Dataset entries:
☆ ☆ ☆ ☆ ☆

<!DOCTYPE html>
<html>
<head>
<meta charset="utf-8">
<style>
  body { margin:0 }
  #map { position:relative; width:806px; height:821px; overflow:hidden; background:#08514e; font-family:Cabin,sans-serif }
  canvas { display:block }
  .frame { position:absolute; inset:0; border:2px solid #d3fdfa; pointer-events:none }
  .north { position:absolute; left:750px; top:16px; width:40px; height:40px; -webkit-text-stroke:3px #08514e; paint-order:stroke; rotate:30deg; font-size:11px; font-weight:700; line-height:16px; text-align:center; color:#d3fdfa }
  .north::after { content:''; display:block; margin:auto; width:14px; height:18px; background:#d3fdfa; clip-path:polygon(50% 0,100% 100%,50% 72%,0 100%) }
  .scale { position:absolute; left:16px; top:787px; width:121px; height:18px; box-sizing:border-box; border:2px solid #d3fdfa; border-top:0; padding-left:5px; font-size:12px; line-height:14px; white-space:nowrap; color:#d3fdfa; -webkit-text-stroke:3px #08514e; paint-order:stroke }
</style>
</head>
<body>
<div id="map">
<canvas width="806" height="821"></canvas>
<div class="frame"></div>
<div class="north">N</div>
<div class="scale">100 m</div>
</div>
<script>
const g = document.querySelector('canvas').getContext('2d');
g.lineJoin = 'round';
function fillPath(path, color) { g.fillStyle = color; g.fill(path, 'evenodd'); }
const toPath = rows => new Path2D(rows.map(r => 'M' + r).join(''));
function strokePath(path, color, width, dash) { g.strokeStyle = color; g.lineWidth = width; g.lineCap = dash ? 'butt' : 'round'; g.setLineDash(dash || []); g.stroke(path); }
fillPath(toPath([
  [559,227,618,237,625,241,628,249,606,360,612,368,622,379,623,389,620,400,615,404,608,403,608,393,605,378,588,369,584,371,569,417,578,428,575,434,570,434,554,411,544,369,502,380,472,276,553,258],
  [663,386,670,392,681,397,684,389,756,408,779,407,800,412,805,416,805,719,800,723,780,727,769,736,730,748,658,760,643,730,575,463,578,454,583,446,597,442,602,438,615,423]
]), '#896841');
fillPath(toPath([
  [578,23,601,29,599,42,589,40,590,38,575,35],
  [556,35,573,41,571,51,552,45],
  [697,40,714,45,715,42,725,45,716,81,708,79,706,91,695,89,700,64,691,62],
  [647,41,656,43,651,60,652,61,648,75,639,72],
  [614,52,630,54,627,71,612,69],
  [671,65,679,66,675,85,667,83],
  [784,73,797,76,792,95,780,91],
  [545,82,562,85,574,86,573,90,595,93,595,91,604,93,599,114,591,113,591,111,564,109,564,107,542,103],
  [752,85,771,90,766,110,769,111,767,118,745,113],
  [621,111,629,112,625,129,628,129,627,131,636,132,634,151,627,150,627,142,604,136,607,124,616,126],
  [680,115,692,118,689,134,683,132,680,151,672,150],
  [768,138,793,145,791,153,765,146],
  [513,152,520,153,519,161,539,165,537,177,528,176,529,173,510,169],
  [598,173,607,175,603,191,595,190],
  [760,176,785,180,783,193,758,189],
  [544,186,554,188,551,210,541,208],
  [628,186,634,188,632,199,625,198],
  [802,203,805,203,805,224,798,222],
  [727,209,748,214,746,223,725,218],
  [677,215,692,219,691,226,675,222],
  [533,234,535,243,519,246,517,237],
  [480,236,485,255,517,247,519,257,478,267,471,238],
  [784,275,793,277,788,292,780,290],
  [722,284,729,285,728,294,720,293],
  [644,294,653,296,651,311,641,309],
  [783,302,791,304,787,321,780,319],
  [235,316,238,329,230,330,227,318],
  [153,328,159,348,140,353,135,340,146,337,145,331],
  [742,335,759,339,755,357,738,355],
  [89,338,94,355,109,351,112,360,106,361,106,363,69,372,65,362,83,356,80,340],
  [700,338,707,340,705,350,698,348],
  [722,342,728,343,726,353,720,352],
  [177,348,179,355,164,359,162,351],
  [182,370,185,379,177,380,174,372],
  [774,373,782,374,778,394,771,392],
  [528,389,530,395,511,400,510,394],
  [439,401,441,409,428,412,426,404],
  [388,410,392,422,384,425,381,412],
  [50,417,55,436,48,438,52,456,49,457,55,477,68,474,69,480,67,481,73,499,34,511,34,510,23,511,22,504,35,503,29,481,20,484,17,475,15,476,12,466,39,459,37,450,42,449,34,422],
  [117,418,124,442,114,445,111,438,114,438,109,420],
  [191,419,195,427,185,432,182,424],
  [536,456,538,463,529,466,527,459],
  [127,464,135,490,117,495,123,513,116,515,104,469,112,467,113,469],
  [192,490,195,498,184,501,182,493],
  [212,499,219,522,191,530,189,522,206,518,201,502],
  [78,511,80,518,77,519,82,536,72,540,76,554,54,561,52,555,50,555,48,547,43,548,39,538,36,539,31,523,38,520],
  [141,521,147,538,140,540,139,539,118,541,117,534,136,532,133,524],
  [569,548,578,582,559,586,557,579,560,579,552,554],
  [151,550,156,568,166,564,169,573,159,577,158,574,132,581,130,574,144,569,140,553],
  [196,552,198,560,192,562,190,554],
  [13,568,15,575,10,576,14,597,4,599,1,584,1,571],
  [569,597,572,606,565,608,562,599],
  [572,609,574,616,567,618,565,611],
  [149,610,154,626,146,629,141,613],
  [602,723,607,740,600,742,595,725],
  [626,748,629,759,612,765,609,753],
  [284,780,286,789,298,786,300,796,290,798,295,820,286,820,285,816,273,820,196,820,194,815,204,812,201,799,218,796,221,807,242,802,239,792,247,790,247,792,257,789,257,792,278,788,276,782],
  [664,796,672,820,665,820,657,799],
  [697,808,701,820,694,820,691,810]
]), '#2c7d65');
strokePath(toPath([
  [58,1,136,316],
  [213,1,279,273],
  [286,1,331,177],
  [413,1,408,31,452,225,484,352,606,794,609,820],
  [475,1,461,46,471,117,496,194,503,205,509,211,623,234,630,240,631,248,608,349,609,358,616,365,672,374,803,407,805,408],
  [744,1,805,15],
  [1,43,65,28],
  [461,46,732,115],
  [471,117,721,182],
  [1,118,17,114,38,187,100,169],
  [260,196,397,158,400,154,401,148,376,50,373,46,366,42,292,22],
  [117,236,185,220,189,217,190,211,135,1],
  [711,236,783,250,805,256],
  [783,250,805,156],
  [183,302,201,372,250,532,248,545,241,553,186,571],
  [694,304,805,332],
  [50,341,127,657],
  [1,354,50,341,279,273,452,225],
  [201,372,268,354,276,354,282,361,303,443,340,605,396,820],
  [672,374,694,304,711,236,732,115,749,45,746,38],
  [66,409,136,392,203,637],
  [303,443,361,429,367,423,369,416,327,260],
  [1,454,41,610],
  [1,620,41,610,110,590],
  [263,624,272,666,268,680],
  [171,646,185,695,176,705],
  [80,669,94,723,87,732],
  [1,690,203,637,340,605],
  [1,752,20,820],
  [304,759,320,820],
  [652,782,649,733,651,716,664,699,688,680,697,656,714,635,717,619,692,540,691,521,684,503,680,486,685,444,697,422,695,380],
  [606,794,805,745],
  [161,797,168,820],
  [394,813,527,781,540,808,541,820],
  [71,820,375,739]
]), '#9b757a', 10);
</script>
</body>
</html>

☆ ☆ ☆ ☆ ☆

ASSIGNMENT:
Wherever the word "const" appears in the data, return the whole line.

COMPLETED EXERCISE:
const g = document.querySelector('canvas').getContext('2d');
const toPath = rows => new Path2D(rows.map(r => 'M' + r).join(''));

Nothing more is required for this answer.